It was the summer of 1974. I had just graduated from high school and was bumming around Europe with my best friend, who in the spirit of anonymity I use here on Braves Journal, I will call DennisZ. We were riding on the Paris Metro one morning, looking at the International Herald Tribune to try and figure out how the Braves had done two days ago when we came across the news that Eddie Mathews had been fired as Braves manager. I said to Dennis: Sacre bleu! They fired Eddie Mathews! A guy sitting across from us in the train drawled in perfect Southern: they fired Eddie Mathews? But of course Eddie had been fired days earlier. Just as it took a while for the Treaty of Ghent to reach Andrew Jackson in New Orleans, news traveled pretty slowly to the Parisian Underground.

It is now 50 years later. I am typing these words at 10 AM in Broome, Western Australia, at 15,000 residents the largest city in the Kimberley, an area the size of California with only 40,000 total residents. And I watched the Braves game live. The AI robot overlords may take over any day now, but for my money it’s been worth it.

Back in The Bronx, the Braves were partying like it was the old Yankee Stadium in the first game of the 1996 World Series. Andruw Jones hit two homers in that game and the Bombers were bombed 12-1. We didn’t quite reach that this morning, but homers from Matt Olson, Ozzie Albies and Austin Riley made light work of the formidable Carlos Rodon, and yet another brilliant outing from Chris Sale, with supplemental efforts from Daysbel Hernandez, the ageless Jesse Chavez, the occasionally good Dylan Lee and the Eastbound and Down new folk hero Grant Holmes combined to hold the Yankees to a run.

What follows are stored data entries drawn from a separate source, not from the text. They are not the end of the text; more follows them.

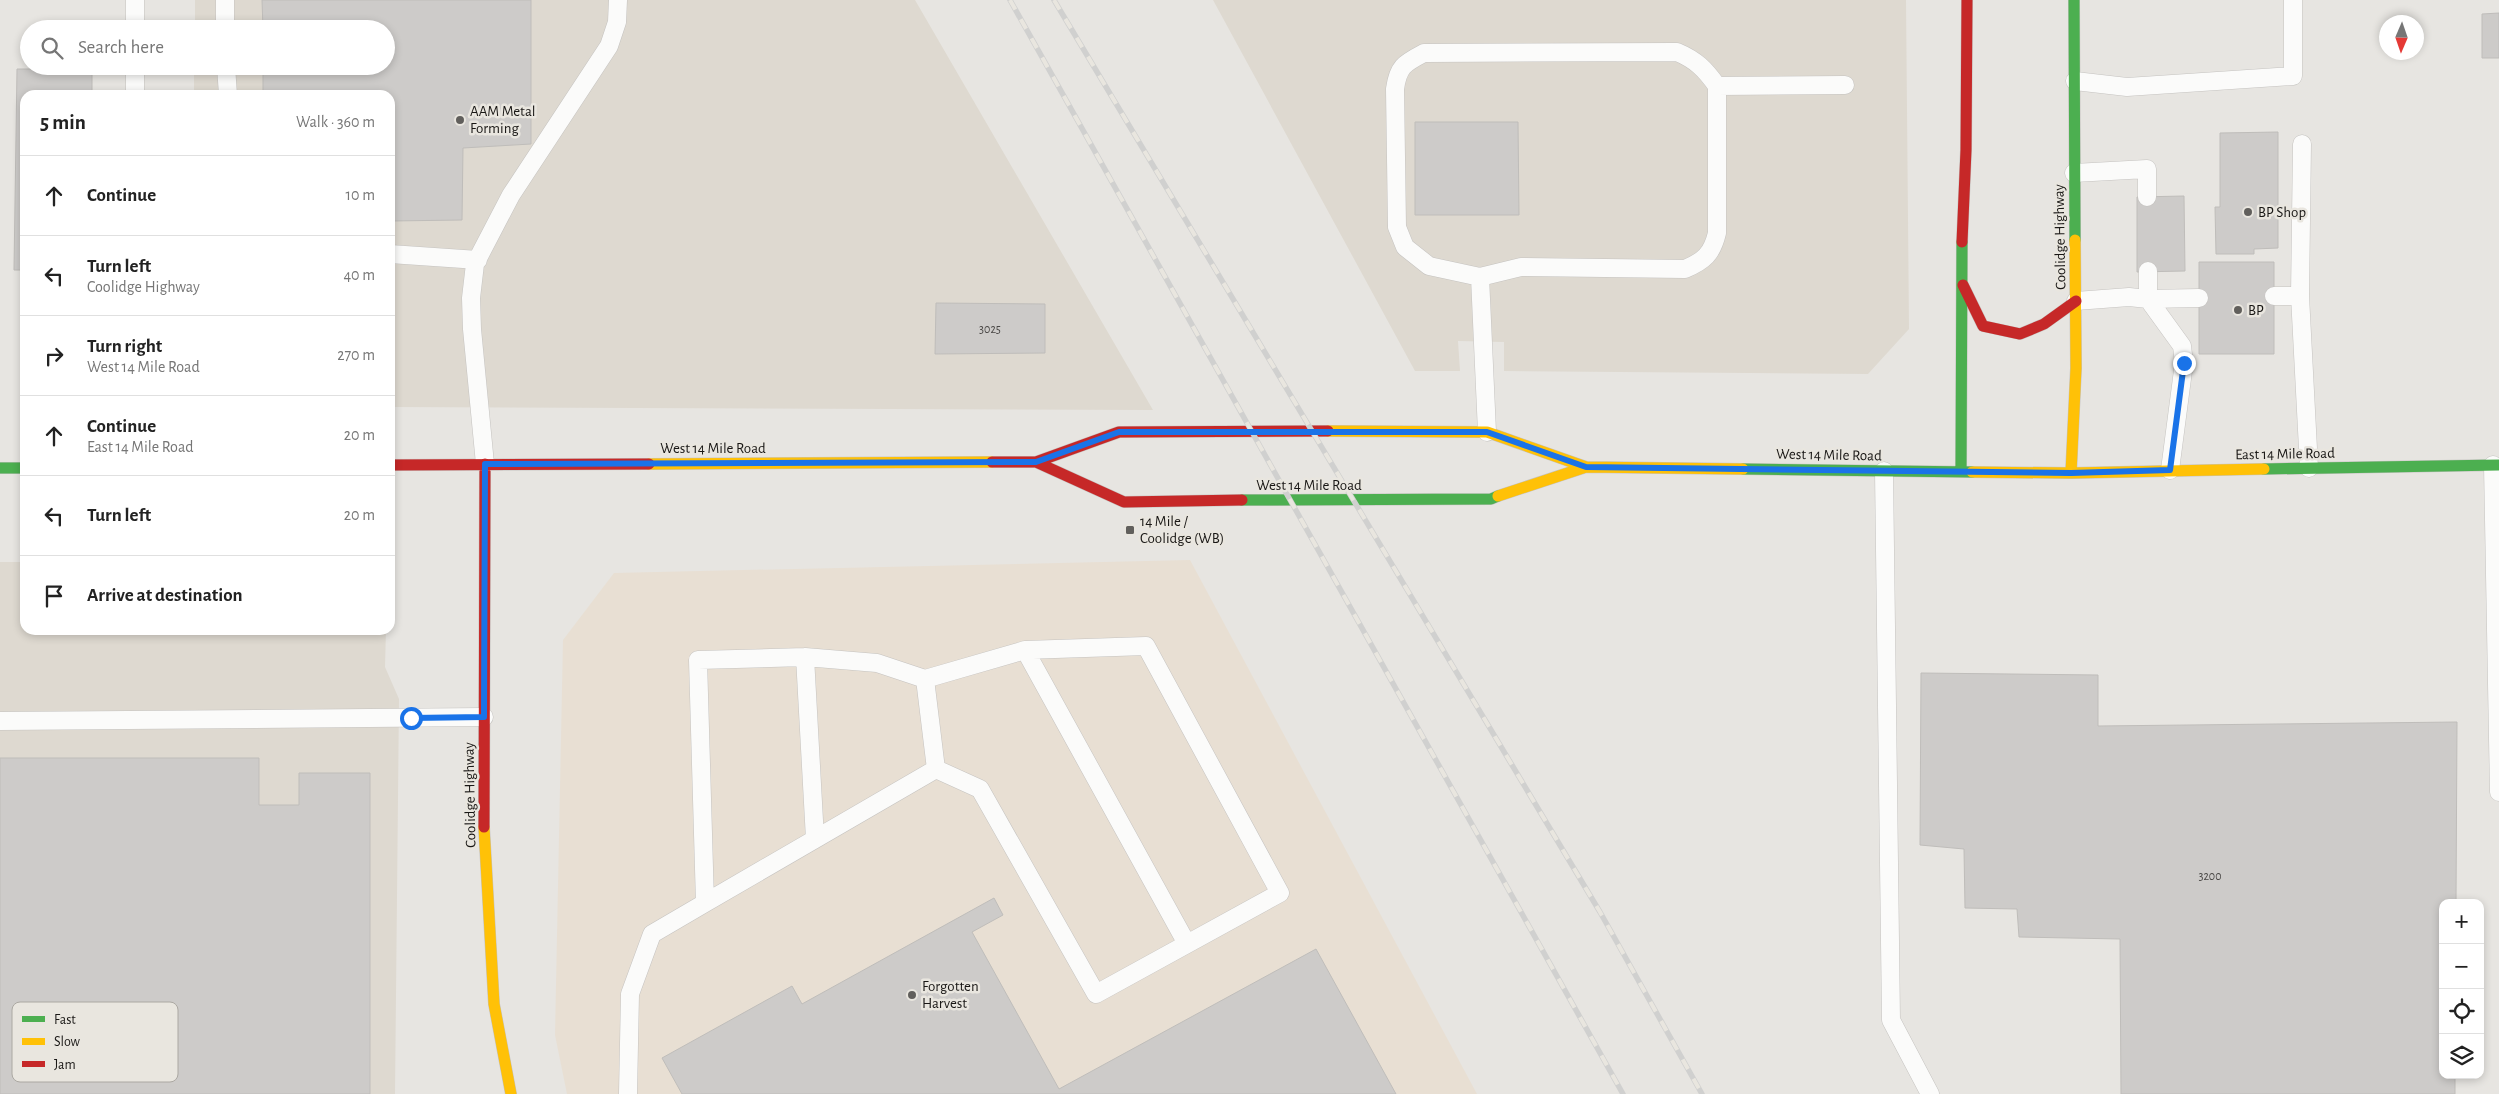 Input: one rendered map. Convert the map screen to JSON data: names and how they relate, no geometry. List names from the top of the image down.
{
  "streets": {
    "main road": ["Coolidge Highway", "West 14 Mile Road", "East 14 Mile Road"]
  },
  "crossings": [
    ["Coolidge Highway", "West 14 Mile Road"],
    ["Coolidge Highway", "East 14 Mile Road"],
    ["West 14 Mile Road", "East 14 Mile Road"]
  ],
  "places": {
    "other": [
      "AAM Metal Forming",
      "BP Shop",
      "BP",
      "Forgotten Harvest"
    ],
    "transit": ["14 Mile / Coolidge (WB)"]
  },
  "house_numbers": ["3025", "3200"],
  "legend": ["Fast", "Slow", "Jam"],
  "north": "bottom",
  "page": {
    "search": "Search here",
    "heading": ["5 min", "Walk · 360 m"],
    "list": [
      ["Continue", "10 m"],
      ["Turn left", "Coolidge Highway", "40 m"],
      ["Turn right", "West 14 Mile Road", "270 m"],
      ["Continue", "East 14 Mile Road", "20 m"],
      ["Turn left", "20 m"],
      "Arrive at destination"
    ],
    "map_buttons": ["+", "−"]
  }
} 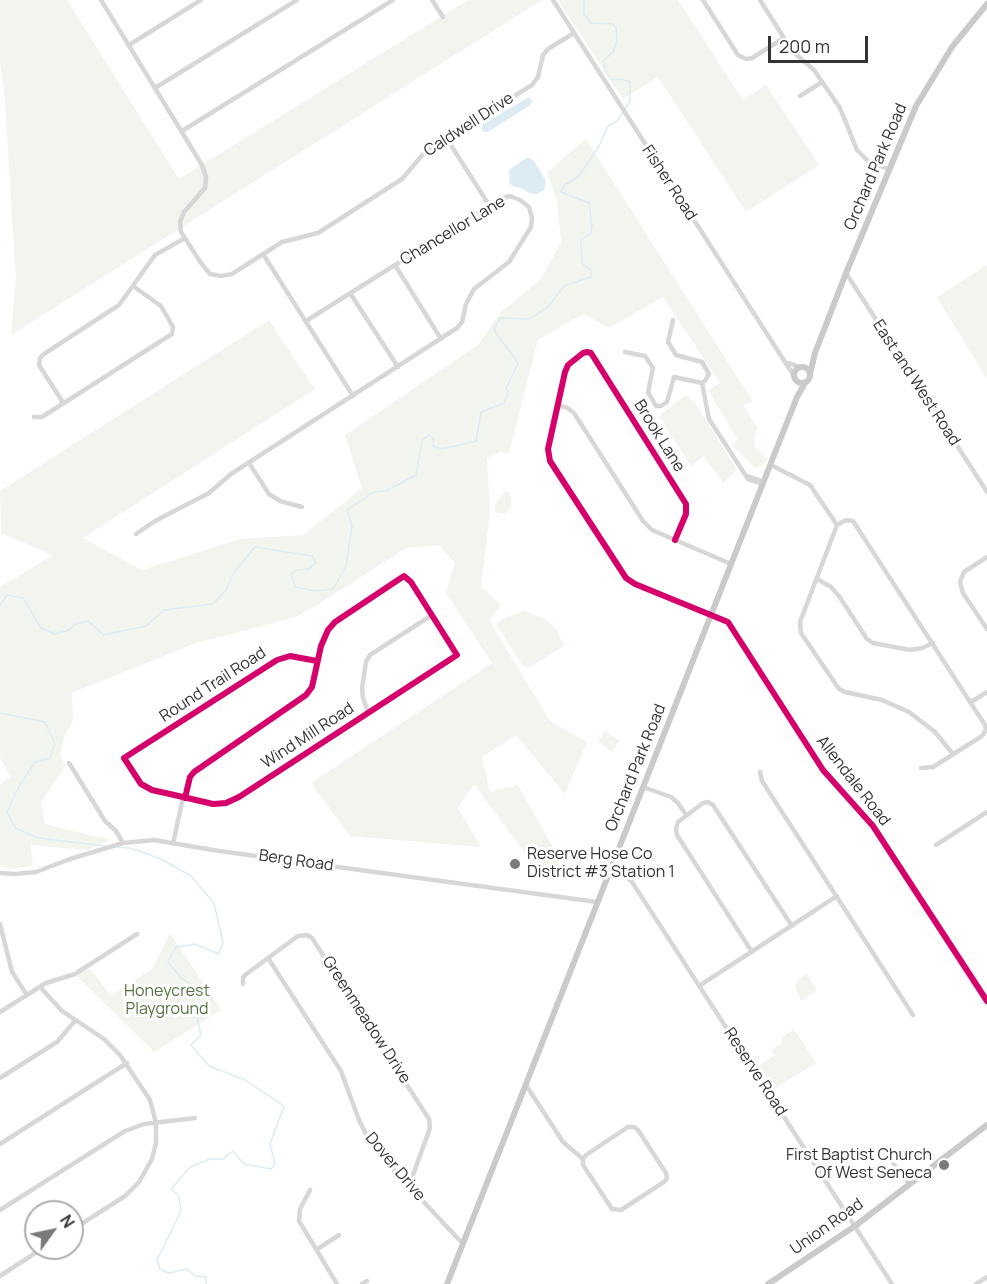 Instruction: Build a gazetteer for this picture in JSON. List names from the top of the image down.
{
  "streets": {
    "main road": ["Orchard Park Road", "Union Road"],
    "street": [
      "Caldwell Drive",
      "Fisher Road",
      "Chancellor Lane",
      "East and West Road",
      "Brook Lane",
      "Round Trail Road",
      "Wind Mill Road",
      "Allendale Road",
      "Berg Road",
      "Greenmeadow Drive",
      "Reserve Road",
      "Dover Drive"
    ]
  },
  "crossings": [
    ["Caldwell Drive", "Fisher Road"],
    ["Orchard Park Road", "Fisher Road"],
    ["Orchard Park Road", "East and West Road"],
    ["Orchard Park Road", "Allendale Road"],
    ["Orchard Park Road", "Berg Road"],
    ["Orchard Park Road", "Reserve Road"],
    ["Orchard Park Road", "Dover Drive"],
    ["Brook Lane", "Allendale Road"],
    ["Round Trail Road", "Wind Mill Road"],
    ["Greenmeadow Drive", "Dover Drive"],
    ["Reserve Road", "Union Road"]
  ],
  "parks": ["Honeycrest Playground"],
  "places": ["Reserve Hose Co District #3 Station 1", "First Baptist Church Of West Seneca"],
  "scale_bar": "200 m",
  "north": "top right"
} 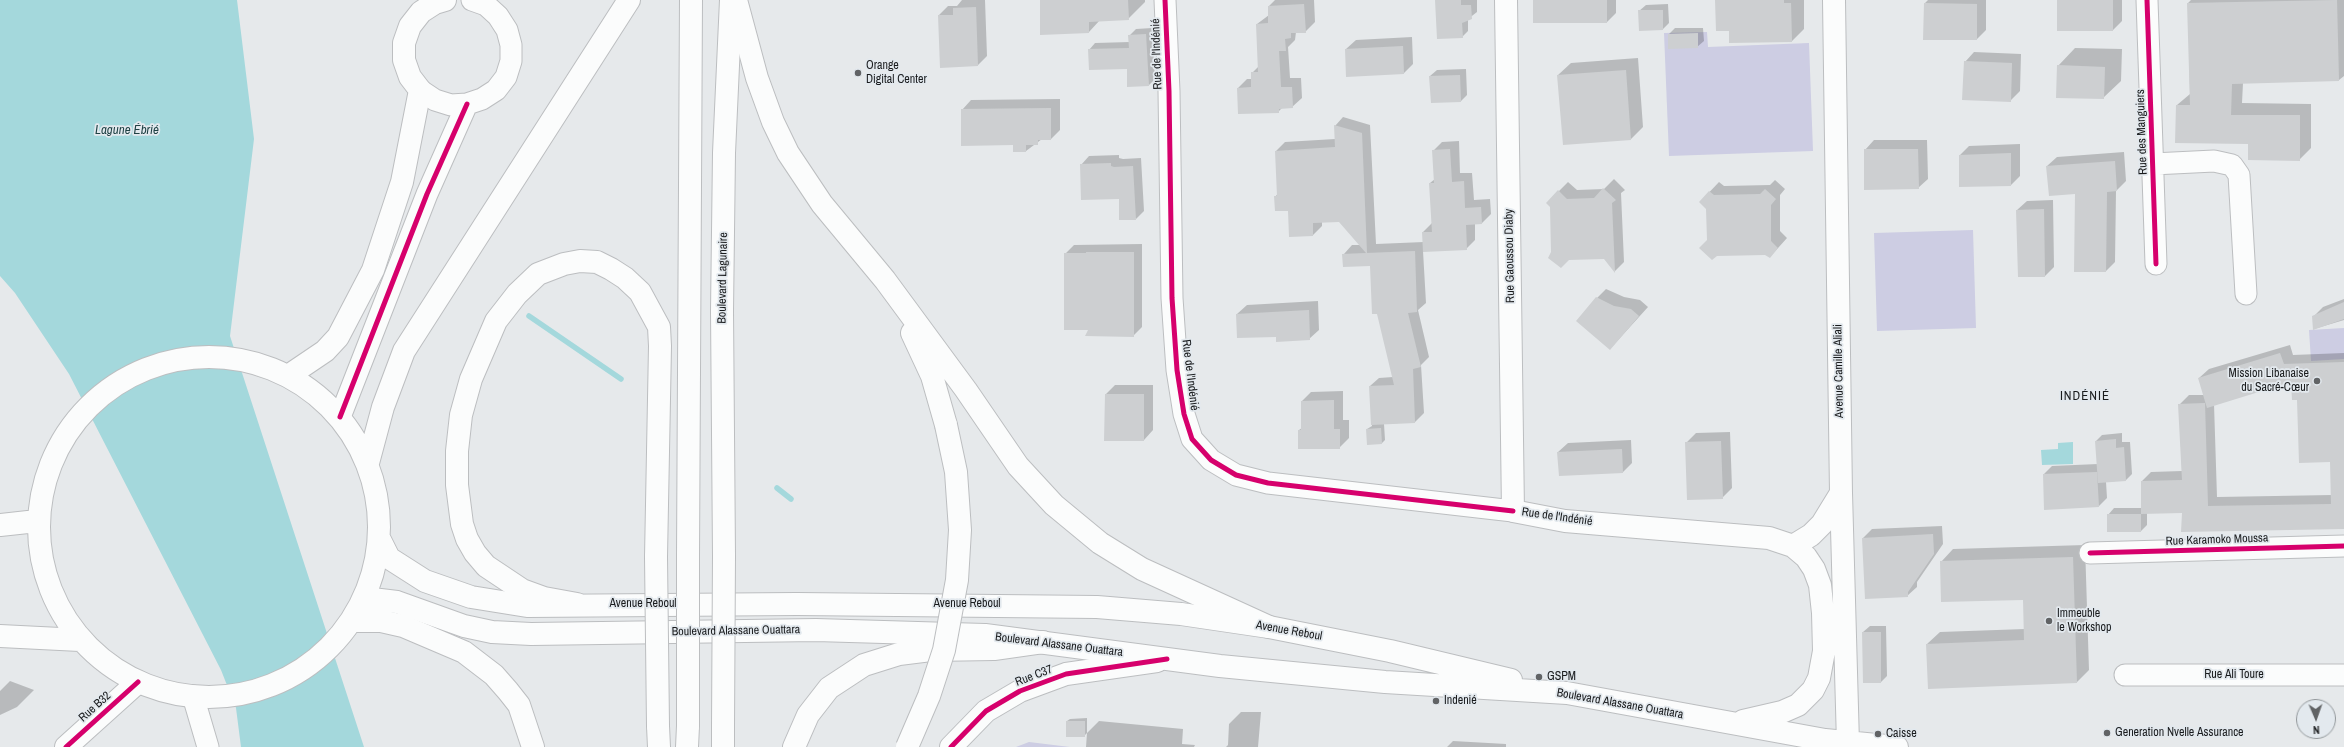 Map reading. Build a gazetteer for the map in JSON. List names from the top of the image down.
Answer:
{
  "streets": {
    "main road": [
      "Rue de l'Indénié",
      "Rue Gaoussou Diaby",
      "Boulevard Lagunaire",
      "Avenue Camille Aliali",
      "Avenue Reboul",
      "Boulevard Alassane Ouattara",
      "Rue C37",
      "Rue B32"
    ],
    "street": ["Rue des Manguiers", "Rue Karamoko Moussa", "Rue Ali Toure"]
  },
  "crossings": [
    ["Rue de l'Indénié", "Rue Gaoussou Diaby"],
    ["Rue de l'Indénié", "Boulevard Alassane Ouattara"],
    ["Avenue Camille Aliali", "Boulevard Alassane Ouattara"],
    ["Avenue Reboul", "Boulevard Alassane Ouattara"],
    ["Boulevard Alassane Ouattara", "Rue C37"]
  ],
  "districts": ["INDÉNIÉ"],
  "water": ["Lagune Ébrié"],
  "places": [
    "Orange Digital Center",
    "Mission Libanaise du Sacré-Cœur",
    "Immeuble le Workshop",
    "GSPM",
    "Indenié",
    "Generation Nvelle Assurance",
    "Caisse"
  ],
  "north": "bottom"
}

I mention 1996 only to point out that a great start in The Bronx doth not a season make. But while I think it is too soon to say the Braves are now fully back offensively, they are certainly not in a situation where they have all forgotten how to hit. It’s way too soon to bring out the brooms, even here in Broome. And a regular season win cannot exorcise the demons of John Wetteland and Jim friggin’ Leyritz. BUt as far as I’m concerned, the Braves have never lost a game in Australia, and maybe never will.